The telecoms industry is deploying infrastructure that should boost Internet penetration even further. In countries where broadband is already accessible, Internet quality will increase due to the introduction of new innovations such as fiber optic technologies and upgraded conventional cable. Telcos in developing countries are building new networks. For example, China's planned Internet network will cover 100 percent of the population by 2016, while only 83 percent have access today.
What's more, the number of Internet-capable devices continues to expand as smartphones become even more popular and tablet demand explodes. As a result, the Internet's value proposition continues to improve every day. Once primarily an information source, it has morphed into a key communication tool, a work place, a TV replacement, a marketplace, a game center, and much more.
The Internet's ubiquity has made it an inescapable tool for consumer companies for two reasons. First, it has become a tool for companies to interact with customers. Second, the Internet's increasing importance to companies in its unmatched role as a gold mine of customer intelligence. Consumers spend hours every day on the Internet and leave behind large amounts of information about who they are and what they seek. Their daily Internet journeys reveal their online interests, the people they contact, the content of their communications, the purchases they make, and so on. While these consumer actions are similar to what goes on in the "real" world, on the Internet this information can be collected, recorded, and analyzed, which opens the door to the use of "big data" and advanced analytics.

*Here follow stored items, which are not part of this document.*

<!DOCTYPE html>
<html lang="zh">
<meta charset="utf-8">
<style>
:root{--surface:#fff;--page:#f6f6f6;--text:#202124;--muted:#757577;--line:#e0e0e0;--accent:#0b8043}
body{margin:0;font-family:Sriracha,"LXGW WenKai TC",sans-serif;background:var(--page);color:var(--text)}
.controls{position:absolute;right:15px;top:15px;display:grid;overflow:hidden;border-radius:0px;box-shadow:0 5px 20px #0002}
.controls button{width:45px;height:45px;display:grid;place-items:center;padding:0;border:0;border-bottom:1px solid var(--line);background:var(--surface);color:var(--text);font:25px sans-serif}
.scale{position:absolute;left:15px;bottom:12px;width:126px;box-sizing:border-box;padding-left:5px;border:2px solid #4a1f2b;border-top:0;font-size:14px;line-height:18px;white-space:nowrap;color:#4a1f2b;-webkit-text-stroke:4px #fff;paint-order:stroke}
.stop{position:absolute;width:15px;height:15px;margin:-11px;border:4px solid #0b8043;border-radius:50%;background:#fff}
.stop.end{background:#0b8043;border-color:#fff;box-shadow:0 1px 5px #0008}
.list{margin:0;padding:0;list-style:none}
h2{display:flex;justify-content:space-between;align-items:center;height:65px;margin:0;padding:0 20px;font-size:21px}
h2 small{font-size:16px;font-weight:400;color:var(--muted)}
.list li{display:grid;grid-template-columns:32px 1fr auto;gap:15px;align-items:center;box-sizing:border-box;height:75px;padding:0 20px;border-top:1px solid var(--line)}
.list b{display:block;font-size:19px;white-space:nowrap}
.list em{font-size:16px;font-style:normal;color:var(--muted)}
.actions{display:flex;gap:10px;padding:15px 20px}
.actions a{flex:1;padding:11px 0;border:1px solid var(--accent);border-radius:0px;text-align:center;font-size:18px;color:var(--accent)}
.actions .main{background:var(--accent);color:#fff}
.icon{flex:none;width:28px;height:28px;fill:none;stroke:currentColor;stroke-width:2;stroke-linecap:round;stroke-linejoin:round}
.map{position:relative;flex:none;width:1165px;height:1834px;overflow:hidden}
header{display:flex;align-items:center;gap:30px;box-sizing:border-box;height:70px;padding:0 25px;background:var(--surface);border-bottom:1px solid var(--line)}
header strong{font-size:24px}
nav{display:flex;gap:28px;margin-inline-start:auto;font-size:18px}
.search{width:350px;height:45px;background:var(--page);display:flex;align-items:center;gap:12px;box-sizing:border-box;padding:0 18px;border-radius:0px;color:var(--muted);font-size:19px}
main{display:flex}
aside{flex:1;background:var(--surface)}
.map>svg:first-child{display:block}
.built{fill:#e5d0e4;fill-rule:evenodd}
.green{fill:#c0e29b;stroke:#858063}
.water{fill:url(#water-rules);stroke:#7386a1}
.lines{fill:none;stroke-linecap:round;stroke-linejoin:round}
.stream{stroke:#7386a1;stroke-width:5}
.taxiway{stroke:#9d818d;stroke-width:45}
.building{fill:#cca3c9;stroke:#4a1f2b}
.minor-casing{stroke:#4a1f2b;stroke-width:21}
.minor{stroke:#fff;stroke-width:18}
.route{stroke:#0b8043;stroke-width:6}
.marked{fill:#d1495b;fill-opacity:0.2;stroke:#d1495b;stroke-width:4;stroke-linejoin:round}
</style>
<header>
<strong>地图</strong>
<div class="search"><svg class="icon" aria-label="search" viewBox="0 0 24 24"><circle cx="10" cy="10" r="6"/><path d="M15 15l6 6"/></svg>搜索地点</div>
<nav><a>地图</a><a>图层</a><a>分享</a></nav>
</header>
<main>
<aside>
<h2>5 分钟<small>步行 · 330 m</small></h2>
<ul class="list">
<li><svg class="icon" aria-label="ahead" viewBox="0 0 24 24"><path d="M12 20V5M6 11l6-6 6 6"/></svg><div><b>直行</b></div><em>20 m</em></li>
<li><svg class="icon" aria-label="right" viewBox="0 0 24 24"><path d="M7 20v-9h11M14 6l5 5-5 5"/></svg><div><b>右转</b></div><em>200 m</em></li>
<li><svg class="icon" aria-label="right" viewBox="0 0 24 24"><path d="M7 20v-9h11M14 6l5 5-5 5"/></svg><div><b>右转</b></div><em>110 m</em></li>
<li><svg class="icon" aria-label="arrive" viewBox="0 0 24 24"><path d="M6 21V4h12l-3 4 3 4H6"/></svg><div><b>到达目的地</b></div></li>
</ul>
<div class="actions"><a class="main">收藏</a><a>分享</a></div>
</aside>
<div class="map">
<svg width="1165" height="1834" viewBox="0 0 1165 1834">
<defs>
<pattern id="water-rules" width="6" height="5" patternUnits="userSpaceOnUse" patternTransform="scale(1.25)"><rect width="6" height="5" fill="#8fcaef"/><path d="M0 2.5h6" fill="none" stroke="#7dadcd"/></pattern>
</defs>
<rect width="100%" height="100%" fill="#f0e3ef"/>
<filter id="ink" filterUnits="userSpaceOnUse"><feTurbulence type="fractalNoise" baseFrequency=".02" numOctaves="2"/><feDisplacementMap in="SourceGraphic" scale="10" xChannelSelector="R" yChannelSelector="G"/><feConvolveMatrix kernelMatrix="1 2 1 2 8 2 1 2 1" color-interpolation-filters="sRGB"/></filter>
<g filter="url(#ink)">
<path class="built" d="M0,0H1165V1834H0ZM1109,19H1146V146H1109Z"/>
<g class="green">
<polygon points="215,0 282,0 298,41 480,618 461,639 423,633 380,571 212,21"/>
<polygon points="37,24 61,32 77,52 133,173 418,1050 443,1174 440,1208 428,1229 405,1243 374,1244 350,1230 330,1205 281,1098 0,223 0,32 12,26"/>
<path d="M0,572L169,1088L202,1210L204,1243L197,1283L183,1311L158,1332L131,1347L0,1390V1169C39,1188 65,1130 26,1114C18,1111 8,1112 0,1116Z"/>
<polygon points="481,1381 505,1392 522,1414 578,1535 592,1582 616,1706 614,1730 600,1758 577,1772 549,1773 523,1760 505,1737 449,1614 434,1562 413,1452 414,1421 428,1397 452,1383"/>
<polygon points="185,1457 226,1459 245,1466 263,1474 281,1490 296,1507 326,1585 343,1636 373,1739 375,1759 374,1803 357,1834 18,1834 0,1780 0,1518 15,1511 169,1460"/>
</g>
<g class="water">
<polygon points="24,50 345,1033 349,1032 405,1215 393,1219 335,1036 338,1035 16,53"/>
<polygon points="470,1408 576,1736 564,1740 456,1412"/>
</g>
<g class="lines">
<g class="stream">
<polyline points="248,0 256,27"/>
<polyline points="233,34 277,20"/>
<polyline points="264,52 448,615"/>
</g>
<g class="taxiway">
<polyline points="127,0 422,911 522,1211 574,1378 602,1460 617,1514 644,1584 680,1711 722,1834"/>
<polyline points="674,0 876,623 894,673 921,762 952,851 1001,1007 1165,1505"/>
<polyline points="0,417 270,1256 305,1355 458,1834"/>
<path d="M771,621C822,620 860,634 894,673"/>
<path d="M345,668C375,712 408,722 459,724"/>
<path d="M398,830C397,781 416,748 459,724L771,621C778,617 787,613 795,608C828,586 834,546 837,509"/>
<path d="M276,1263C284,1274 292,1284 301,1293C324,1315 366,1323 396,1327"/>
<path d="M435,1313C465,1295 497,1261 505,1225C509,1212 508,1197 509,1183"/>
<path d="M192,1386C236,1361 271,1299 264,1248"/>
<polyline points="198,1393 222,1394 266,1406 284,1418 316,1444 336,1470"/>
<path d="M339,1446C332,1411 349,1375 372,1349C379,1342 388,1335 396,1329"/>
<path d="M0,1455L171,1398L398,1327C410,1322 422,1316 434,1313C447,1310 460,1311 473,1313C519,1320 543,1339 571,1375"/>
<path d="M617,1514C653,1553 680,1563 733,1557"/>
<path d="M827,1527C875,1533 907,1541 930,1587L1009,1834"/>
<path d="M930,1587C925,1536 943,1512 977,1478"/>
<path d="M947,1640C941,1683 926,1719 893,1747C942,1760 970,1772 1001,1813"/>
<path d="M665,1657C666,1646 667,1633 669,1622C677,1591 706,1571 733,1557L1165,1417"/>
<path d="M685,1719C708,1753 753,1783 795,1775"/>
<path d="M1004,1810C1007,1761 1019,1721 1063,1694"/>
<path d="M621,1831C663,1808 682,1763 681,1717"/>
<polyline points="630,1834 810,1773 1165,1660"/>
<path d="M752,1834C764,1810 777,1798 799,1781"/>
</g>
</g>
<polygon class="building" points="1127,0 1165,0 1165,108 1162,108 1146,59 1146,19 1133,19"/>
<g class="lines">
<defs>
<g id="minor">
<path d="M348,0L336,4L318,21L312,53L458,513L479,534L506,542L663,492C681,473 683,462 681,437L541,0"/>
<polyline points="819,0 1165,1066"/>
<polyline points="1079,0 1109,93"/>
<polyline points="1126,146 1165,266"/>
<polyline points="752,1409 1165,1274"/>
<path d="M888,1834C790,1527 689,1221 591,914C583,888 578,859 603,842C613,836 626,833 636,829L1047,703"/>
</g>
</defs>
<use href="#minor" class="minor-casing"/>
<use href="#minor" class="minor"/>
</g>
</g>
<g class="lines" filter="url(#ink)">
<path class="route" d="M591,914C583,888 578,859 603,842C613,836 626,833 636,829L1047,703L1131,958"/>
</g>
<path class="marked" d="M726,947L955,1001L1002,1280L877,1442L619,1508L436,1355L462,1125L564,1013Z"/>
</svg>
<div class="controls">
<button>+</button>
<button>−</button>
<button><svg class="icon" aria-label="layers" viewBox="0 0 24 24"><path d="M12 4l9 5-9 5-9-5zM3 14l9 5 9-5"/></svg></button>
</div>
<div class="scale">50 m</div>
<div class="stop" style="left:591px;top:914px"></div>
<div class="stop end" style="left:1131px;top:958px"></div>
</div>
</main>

In 2012 alone, Internet users generated four exabytes (4 x 1018 bytes) of data, fed by more than one billion computers and one billion smartphones. On Facebook alone, users share 30 billion pieces of content every month. What's more, in 2010, there were five billion mobile device users and 30 million networked sensor nodes — numbers that have grown by 20 and 30 percent a year respectively since then.
While industries continue to collect all of this online information, so far, no one has been able to crack the "big data code." In other words, the exabytes of data compiled on the Internet have not yet enabled companies to generate the super-targeted communications to consumers they seek.
Take display advertising, for example, which remains fairly random. So far, two different targeting techniques for display ads have emerged. The first involves retargeting (i.e., carrying out specific follow-ups — via e-mails and targeted banners — with Web users who have visited the Web site and not purchased) while the second enables marketers to select the Web sites on which to advertise based on their audience. For either technique to be really effective, companies would still have to adapt and customize their advertising based on Web user profiles and interests. As a result, the relevance of display advertising has yet to progress beyond its outdoor ancestors, billboards, which today can display a unique picture to any passing car or pedestrian. Big data offers companies unlimited possibilities to improve their marketing efficiency.
McKinsey has developed an approach for accessing the power inherent in big data that's based on a simple principle: companies can profile Web users based on their Web histories and then customize their digital advertising as needed. Experience shows that the approach offers 250 percent greater efficiency than current practices.
This approach has four key steps: 1) profile users, 2) link to products, 3) tailor advertising, and 4) integrate algorithm.
The results of this refined approach to digital marketing, as demonstrated in a pilot project, suggest impressive potential, with tailored campaigns increasing digital marketing ROI by 250 percent.